Одесса, март 1925 года
Оперный театр был полон. Давали «Корсара», и публика собралась посмотреть знаменитый балет. Впрочем, в зале были не только любители театра. Чтобы «сделать полный зал», как всегда говорили в Одессе, большевики согнали солдат из окрестного гарнизона. Только вернувшиеся с полей жестоких боев, они еще не успели прийти в себя от войны. А потому не особо понимали, для чего их согнали, для какой цели.
В ношеных старых гимнастерках, с ружьями, они очумело ворочали головами по сторонам, явно испугавшись роскоши Оперного театра. Большинство солдат, жителей деревень, никогда не видели подобной красоты, а потому страшно робели перед лицом этого удивительного великолепия, которое в глубине души они все-таки не могли ни понять, ни принять.
Спектакль был юбилейным. И, чтобы хоть как-то отметить знаковую дату, в зале было собрано все городское начальство. Самые именитые большевики города сидели в ложах. В тот год как раз стало появляться понятие «партийная номенклатура». И большинство начальников уже научились ценить себя, а значит, отказывались сидеть среди простых людей.
В одной из лож, вместе с двумя комиссарами и партийным бонзой из Москвы, курировавшим вопросы культуры, сидел главный редактор «Одесских новостей» Владимир Сосновский.
Комиссары и партийный бонза были с женами, которые не упустили возможности пощеголять бриллиантами. Володя Сосновский был один.
Начался балет. Публика вела себя шумно. Солдаты никогда в жизни не видели балет, и подобное зрелище показалось им страшно смешным. Они гыкали, издавали глупые смешки, стучали об пол винтовками. Грязные сапоги и калоши елозили по ковру на полу. Солдаты сплевывали на пол и вытирали жирные пальцы о бархатное покрытие кресел. В общем, все шло по плану. В некоторые ложи подали шампанское. Володя Сосновский вспомнил Мишку Япончика, для которого в оперной ложе всегда накрывали стол. Но Мишка был элегантным, в отличие от красных комиссаров. Они закусывали шампанское бутербродами с тюлькой и сплевывали косточки на пол. Володю Сосновского тошнило с самого начала спектакля.
Оперный театр всегда был для него сказкой, а каждое посещение – праздником. Почему же теперь все это так сильно изменилось?
Из-за перебоев со светом (даже нэп не мог ничего сделать с нехваткой угля на электростанциях) сцену освещал ряд газовых рожков, оставшихся еще со времен французов. Газ был надежнее электричества – его подача регулировалась, но была постоянной. А электричество даже в Оперном театре все еще оставалось роскошью.
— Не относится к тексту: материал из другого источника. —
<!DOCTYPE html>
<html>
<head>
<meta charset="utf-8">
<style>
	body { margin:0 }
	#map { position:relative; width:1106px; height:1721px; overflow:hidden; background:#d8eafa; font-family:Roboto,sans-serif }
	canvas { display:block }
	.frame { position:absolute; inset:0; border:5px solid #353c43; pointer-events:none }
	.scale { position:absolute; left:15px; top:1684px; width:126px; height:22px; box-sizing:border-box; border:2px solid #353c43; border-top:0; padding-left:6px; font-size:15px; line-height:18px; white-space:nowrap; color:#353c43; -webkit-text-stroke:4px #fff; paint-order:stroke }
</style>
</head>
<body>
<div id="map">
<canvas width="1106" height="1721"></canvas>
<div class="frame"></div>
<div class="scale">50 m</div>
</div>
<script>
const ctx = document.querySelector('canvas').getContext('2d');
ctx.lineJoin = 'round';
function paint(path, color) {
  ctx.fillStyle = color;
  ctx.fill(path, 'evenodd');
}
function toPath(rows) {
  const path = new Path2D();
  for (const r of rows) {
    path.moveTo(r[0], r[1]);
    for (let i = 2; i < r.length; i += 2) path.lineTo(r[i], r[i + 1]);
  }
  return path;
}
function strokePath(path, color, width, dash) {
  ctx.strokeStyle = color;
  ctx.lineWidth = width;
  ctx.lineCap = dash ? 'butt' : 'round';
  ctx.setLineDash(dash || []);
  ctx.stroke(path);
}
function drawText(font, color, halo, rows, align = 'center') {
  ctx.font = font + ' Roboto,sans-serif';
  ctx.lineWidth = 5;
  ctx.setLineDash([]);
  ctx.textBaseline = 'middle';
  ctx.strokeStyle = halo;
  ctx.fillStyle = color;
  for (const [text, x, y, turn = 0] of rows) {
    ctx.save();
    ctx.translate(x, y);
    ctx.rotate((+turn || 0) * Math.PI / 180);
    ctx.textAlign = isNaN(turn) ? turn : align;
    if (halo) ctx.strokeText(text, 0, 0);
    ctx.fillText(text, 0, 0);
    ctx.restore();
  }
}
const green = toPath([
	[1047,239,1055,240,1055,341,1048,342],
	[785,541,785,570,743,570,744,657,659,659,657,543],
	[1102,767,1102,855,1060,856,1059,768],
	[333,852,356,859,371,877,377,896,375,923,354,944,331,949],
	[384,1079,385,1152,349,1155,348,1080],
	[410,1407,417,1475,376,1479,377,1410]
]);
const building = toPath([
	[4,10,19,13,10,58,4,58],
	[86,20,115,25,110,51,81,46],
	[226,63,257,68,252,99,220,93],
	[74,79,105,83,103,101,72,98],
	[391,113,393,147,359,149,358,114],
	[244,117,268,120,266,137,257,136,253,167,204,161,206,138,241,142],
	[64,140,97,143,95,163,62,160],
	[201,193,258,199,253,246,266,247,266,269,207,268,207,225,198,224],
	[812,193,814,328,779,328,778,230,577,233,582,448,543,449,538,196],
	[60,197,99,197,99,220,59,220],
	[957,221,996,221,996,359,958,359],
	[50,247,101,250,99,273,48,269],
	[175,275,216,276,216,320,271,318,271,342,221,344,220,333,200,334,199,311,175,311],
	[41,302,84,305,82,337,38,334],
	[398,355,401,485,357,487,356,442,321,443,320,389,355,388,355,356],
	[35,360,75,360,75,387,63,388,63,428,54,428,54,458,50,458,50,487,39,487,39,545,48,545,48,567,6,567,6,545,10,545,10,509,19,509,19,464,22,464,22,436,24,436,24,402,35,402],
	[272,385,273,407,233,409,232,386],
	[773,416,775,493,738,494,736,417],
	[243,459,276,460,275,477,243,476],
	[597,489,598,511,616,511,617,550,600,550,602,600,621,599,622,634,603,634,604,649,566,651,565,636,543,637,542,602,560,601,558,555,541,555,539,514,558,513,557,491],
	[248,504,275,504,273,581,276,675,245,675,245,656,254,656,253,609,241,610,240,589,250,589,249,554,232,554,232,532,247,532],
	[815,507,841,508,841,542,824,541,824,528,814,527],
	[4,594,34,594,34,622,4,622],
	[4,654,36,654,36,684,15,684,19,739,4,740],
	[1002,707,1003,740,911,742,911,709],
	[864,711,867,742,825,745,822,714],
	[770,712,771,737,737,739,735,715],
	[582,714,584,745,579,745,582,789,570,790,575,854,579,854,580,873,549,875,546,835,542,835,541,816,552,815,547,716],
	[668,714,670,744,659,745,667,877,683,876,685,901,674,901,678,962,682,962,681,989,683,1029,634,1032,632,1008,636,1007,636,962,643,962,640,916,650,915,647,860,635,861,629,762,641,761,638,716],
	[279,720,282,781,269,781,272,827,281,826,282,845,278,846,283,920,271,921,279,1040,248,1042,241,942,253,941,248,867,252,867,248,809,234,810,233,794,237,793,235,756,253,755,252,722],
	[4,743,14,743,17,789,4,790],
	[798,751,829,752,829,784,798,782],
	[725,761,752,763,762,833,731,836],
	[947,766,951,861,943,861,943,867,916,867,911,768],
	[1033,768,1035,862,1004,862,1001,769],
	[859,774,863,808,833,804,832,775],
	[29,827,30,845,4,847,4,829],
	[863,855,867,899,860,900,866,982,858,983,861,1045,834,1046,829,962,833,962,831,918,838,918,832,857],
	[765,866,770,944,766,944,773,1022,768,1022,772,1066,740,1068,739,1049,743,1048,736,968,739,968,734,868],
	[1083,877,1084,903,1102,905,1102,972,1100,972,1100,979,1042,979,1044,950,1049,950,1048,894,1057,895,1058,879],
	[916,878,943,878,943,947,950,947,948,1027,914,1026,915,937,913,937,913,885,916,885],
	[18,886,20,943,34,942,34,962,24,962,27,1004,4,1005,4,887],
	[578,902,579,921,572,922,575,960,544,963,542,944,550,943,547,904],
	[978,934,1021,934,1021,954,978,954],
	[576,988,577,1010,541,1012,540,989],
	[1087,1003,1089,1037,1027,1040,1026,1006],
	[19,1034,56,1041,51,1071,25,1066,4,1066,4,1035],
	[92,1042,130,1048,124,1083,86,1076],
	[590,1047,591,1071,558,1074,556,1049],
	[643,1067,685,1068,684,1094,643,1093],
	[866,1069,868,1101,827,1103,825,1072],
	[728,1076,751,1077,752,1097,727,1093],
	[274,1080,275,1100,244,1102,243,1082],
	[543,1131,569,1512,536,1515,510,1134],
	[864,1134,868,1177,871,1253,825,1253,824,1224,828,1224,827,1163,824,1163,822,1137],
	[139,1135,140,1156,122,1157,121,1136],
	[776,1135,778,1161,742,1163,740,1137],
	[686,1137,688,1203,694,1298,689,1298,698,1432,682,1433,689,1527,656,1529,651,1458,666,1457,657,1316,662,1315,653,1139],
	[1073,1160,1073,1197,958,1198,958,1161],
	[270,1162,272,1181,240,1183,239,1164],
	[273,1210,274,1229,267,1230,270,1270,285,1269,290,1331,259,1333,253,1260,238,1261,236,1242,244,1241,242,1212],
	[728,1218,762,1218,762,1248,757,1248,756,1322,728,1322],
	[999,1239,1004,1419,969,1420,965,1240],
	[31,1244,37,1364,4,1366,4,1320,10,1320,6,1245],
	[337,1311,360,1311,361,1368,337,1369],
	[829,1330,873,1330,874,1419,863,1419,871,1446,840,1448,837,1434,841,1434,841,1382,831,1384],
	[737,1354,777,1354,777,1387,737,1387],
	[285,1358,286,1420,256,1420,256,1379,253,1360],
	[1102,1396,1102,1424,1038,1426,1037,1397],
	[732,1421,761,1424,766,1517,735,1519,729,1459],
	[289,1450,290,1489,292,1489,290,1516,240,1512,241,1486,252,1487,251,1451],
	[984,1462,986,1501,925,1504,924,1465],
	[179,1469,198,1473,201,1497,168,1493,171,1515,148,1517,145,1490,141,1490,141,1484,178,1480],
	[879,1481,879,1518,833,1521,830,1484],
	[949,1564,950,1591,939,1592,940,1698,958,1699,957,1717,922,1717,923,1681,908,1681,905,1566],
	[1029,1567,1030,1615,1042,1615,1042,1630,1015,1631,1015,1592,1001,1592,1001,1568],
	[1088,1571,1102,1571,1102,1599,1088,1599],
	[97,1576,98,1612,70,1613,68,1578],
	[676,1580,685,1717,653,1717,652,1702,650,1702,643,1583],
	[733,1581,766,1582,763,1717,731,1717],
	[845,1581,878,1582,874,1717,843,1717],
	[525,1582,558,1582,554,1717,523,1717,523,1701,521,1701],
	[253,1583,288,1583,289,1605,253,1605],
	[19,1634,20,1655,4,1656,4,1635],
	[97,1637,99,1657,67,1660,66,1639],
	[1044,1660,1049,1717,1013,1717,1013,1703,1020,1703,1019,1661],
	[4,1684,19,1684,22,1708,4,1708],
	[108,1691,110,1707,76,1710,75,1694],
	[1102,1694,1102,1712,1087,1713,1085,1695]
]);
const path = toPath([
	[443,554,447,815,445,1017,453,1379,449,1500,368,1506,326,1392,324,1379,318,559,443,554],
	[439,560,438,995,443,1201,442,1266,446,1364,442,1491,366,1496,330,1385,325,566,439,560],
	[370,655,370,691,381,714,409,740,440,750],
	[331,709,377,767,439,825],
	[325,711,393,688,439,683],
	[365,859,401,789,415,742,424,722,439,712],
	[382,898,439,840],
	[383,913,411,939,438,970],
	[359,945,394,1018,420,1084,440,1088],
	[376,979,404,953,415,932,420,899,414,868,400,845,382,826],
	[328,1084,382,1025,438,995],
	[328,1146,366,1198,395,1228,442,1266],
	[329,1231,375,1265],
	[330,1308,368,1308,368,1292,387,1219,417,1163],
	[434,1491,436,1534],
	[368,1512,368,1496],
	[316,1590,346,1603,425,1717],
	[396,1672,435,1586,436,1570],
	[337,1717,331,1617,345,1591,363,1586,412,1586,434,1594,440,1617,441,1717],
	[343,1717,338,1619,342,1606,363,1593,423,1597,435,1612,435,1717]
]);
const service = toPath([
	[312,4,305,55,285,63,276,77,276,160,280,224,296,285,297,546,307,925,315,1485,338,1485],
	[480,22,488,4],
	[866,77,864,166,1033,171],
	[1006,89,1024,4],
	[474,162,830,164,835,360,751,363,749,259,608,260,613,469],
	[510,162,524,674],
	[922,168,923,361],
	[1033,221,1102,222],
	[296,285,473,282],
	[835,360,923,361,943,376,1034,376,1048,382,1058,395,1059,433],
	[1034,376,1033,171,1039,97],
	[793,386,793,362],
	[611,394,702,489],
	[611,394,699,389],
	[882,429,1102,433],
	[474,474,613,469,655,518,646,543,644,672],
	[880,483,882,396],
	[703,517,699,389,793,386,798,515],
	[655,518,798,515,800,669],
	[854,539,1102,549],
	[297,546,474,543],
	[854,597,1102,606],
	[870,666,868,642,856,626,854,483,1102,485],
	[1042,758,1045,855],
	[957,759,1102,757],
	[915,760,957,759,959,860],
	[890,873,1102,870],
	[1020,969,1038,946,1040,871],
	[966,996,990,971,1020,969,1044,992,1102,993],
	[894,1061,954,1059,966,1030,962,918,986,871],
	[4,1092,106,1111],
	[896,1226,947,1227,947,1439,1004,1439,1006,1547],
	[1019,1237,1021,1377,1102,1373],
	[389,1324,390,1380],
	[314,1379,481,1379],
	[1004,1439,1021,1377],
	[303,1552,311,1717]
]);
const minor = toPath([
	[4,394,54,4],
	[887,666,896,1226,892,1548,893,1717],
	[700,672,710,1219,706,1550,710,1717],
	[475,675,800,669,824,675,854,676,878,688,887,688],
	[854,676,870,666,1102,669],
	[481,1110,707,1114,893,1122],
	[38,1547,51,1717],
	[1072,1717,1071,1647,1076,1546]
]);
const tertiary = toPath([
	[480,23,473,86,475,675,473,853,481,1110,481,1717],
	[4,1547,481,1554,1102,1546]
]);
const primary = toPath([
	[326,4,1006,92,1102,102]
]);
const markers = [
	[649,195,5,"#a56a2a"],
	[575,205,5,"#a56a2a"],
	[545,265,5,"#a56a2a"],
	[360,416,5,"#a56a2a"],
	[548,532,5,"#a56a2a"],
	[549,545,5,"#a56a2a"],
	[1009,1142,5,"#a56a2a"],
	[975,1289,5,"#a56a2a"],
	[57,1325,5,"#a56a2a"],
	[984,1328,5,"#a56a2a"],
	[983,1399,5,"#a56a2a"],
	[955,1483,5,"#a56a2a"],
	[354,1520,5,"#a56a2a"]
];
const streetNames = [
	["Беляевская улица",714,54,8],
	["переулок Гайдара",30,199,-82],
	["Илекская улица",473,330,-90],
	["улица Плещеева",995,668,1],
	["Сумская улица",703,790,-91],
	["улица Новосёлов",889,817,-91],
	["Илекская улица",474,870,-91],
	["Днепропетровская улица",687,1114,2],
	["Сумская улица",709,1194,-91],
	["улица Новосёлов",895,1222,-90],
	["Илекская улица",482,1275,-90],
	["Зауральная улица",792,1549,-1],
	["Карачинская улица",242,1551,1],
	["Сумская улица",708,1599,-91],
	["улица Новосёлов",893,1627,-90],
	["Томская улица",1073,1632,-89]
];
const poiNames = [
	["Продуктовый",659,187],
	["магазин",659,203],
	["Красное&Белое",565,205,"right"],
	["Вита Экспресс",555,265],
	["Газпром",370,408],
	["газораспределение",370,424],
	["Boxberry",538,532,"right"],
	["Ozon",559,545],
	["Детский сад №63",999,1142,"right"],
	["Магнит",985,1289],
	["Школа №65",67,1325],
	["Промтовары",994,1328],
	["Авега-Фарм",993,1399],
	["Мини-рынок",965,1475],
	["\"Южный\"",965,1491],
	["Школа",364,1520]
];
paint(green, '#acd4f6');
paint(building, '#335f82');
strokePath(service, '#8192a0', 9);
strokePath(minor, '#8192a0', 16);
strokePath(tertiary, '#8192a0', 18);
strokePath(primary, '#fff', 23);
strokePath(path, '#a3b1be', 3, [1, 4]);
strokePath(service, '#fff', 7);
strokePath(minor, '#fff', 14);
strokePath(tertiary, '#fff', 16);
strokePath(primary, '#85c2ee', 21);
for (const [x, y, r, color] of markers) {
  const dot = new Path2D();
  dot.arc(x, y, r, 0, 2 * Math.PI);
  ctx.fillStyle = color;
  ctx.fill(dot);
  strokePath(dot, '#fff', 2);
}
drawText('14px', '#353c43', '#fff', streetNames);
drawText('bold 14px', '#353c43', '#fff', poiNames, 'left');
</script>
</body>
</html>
Володя был погружен в свои мысли и почти не следил за тем, что происходит на сцене. Но вдруг, опустив глаза вниз, увидел одного из своих журналистов, который яростно махал ему рукой, призывая спуститься вниз. Лицо журналиста было перепуганным, а жестикулировал он так усиленно, что на него шикали с близлежащих кресел.
Попросив прощения у своих спутников, Володя обрадовался возможности покинуть эту ложу, где его уже серьезно мутило от тюльки с шампанским. Он спустился вниз.
Но подойти к своему сотруднику не успел. Оставалось всего несколько шагов, как вдруг… Позже, восстанавливая всю картину в памяти, Володя поразился тому, что запомнил все происходящее достаточно точно. И мог воспроизвести буквально в деталях.